= Assigned task =
Copy each line that includes the string "lane" from the material into your answer.

= Data records =

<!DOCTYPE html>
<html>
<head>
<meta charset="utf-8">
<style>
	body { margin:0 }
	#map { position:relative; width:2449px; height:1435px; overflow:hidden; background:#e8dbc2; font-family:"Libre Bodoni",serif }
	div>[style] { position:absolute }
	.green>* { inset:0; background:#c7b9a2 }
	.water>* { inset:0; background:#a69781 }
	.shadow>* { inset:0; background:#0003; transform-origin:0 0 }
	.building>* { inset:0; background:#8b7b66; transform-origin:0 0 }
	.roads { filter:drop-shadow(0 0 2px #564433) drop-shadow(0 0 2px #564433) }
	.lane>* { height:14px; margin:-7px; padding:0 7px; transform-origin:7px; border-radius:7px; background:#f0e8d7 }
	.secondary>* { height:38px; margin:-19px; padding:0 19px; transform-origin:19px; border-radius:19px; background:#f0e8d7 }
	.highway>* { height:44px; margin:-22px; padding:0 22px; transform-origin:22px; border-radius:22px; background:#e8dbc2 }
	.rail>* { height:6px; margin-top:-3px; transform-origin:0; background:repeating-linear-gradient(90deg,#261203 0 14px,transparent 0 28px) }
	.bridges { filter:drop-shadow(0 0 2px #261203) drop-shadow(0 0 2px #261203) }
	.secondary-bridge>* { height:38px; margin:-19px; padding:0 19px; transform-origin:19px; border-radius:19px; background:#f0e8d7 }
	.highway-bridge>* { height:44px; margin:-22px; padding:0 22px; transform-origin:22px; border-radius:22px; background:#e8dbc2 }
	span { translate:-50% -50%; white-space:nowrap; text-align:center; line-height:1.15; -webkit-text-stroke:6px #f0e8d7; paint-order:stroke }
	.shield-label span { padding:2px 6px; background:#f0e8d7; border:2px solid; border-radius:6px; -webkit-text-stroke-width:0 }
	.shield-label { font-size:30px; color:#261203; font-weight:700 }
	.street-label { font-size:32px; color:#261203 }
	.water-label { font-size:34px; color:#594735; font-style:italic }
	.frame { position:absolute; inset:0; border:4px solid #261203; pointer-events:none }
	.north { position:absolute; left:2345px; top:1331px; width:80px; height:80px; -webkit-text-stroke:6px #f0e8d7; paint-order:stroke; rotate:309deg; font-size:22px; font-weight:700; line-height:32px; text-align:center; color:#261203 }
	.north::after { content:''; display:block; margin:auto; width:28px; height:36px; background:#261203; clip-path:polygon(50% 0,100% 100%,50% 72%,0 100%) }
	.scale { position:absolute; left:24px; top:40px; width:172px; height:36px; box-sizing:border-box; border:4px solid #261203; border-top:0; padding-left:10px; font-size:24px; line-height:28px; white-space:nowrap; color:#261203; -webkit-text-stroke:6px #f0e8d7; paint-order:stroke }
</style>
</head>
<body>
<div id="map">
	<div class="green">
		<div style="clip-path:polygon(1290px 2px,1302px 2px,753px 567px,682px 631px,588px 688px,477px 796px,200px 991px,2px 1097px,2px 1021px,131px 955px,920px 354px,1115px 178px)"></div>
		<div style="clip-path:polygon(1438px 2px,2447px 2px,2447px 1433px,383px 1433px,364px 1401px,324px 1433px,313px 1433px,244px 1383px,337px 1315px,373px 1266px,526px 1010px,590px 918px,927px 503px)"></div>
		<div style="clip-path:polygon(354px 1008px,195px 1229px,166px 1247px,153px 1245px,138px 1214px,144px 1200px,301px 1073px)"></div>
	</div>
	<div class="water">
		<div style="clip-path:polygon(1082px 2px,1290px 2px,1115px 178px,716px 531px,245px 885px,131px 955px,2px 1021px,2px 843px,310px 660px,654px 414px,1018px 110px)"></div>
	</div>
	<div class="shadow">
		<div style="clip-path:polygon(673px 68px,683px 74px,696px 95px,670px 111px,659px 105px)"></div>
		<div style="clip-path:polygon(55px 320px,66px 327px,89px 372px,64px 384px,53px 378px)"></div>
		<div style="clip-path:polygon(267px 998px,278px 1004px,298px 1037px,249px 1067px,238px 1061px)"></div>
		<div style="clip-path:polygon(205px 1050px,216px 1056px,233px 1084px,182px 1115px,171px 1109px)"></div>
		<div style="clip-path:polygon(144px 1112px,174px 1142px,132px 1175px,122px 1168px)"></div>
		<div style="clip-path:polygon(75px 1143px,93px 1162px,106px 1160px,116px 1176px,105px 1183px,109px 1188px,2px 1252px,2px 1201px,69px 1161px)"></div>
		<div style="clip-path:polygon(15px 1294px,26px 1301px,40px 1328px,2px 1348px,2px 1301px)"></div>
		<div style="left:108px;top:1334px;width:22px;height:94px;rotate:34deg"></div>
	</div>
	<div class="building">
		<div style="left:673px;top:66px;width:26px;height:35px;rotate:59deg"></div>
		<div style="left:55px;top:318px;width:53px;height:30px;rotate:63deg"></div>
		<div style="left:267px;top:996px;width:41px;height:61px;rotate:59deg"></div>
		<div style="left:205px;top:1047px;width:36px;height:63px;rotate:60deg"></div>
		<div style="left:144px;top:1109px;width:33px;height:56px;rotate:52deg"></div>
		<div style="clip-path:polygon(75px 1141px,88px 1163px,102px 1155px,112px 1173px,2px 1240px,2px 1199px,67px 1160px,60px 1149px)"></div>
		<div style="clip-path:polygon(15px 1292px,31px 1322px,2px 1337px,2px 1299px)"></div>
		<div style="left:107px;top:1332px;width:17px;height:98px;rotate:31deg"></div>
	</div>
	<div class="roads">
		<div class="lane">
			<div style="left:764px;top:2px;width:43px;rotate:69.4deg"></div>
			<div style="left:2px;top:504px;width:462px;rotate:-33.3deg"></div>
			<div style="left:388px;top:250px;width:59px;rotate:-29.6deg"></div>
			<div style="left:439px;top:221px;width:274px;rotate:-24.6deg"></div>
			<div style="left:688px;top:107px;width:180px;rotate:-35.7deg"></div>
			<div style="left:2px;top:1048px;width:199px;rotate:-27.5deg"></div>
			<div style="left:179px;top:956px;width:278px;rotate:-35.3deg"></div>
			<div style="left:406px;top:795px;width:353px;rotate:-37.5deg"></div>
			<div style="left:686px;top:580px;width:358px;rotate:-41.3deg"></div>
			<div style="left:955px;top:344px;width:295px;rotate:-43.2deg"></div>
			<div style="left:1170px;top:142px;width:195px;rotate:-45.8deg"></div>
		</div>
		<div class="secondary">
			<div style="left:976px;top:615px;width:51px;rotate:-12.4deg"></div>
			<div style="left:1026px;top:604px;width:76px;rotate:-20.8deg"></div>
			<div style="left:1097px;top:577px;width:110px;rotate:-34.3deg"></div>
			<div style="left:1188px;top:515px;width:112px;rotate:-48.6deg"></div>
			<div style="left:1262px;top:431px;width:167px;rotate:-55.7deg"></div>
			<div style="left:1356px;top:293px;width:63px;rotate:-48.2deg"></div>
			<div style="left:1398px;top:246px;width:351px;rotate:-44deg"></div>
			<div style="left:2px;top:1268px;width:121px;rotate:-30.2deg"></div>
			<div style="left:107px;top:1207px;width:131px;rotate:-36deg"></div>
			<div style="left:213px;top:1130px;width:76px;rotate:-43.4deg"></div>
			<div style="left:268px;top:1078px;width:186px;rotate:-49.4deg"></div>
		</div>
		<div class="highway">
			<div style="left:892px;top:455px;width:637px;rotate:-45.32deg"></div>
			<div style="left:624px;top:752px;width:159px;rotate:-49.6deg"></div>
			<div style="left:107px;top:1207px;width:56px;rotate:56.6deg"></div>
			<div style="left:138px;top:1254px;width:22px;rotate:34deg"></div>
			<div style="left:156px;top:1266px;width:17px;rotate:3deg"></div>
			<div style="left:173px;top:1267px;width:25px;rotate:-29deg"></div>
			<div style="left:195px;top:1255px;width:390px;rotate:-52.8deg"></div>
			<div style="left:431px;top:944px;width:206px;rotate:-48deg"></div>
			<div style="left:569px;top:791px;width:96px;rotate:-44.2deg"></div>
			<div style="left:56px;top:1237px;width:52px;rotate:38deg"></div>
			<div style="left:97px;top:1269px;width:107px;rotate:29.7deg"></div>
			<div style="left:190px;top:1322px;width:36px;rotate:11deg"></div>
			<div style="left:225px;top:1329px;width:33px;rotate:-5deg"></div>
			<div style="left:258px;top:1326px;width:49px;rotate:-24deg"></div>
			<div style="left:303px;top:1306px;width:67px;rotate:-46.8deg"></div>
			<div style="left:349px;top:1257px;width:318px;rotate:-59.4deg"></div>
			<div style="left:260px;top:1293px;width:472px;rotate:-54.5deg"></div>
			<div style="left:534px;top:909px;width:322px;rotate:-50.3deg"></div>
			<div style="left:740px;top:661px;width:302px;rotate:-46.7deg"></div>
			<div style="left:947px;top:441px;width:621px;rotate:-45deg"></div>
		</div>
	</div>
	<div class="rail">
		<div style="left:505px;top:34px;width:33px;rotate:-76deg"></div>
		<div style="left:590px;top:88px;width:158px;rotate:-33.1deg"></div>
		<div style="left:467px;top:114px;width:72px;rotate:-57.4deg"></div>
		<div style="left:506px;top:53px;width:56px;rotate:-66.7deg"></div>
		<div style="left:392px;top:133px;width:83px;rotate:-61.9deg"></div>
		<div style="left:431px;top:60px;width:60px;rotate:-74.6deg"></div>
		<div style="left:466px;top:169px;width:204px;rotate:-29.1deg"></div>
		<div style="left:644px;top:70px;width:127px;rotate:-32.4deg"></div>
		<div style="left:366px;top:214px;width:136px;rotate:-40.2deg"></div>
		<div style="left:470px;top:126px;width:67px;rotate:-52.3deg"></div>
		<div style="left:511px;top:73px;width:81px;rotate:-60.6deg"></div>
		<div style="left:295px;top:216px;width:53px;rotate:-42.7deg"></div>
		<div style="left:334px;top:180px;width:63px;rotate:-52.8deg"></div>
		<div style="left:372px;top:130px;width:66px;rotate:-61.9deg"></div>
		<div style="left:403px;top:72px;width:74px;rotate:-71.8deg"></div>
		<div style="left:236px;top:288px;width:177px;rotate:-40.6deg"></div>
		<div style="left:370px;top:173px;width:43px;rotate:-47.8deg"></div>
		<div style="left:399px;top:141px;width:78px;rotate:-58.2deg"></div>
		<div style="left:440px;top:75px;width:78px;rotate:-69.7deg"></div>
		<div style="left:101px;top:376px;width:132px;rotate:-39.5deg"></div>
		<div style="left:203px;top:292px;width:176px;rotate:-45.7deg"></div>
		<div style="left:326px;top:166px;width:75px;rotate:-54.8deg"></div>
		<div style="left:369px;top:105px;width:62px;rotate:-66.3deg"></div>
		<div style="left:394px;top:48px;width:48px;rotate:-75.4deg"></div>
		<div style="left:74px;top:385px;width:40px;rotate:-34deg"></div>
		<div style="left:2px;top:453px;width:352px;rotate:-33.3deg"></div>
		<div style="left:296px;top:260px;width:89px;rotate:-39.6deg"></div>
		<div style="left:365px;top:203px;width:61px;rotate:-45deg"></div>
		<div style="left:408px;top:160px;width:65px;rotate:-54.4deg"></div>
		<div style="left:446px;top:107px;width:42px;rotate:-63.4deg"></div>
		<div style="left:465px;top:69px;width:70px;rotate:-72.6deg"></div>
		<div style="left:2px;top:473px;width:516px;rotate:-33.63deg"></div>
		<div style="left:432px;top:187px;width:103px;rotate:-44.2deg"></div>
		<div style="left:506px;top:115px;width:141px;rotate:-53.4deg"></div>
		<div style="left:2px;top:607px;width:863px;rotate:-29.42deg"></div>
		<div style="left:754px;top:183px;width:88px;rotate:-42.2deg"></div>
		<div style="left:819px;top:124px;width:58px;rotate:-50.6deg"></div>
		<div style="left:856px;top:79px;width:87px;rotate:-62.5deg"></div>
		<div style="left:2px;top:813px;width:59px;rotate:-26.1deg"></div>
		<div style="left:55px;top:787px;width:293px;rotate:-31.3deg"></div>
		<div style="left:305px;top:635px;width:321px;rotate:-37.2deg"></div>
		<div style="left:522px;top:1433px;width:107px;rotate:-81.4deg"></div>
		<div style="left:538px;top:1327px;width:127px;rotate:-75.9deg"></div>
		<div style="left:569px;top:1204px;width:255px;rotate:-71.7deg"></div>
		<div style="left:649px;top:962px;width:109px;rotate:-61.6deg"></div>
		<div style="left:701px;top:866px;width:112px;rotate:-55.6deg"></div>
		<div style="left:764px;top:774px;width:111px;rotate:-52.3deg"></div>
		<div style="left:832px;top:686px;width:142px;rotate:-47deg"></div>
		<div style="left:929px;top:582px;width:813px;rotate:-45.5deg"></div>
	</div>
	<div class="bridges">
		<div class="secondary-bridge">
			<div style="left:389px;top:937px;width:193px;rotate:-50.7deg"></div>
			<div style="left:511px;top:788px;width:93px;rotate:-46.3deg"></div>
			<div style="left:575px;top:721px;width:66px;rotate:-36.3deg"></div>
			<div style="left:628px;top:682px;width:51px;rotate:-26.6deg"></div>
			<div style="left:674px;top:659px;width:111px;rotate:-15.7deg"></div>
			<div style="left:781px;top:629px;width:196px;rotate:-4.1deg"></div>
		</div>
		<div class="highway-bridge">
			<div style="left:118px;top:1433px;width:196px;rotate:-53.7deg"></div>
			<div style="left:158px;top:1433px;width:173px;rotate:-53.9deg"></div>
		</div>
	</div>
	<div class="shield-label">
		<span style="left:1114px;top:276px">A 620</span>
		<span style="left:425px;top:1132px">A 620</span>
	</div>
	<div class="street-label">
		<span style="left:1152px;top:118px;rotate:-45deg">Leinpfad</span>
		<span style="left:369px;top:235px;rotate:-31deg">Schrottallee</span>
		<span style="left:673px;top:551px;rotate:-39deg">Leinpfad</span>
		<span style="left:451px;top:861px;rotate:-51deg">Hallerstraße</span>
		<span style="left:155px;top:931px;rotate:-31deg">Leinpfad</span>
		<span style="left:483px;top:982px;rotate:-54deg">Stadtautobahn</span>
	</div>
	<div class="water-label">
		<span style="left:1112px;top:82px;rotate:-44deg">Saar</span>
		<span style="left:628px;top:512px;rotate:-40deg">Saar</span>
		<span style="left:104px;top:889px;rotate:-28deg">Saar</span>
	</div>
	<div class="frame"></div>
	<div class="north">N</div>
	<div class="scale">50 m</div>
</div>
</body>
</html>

= Result of the exercise =
	.lane>* { height:14px; margin:-7px; padding:0 7px; transform-origin:7px; border-radius:7px; background:#f0e8d7 }
		<div class="lane">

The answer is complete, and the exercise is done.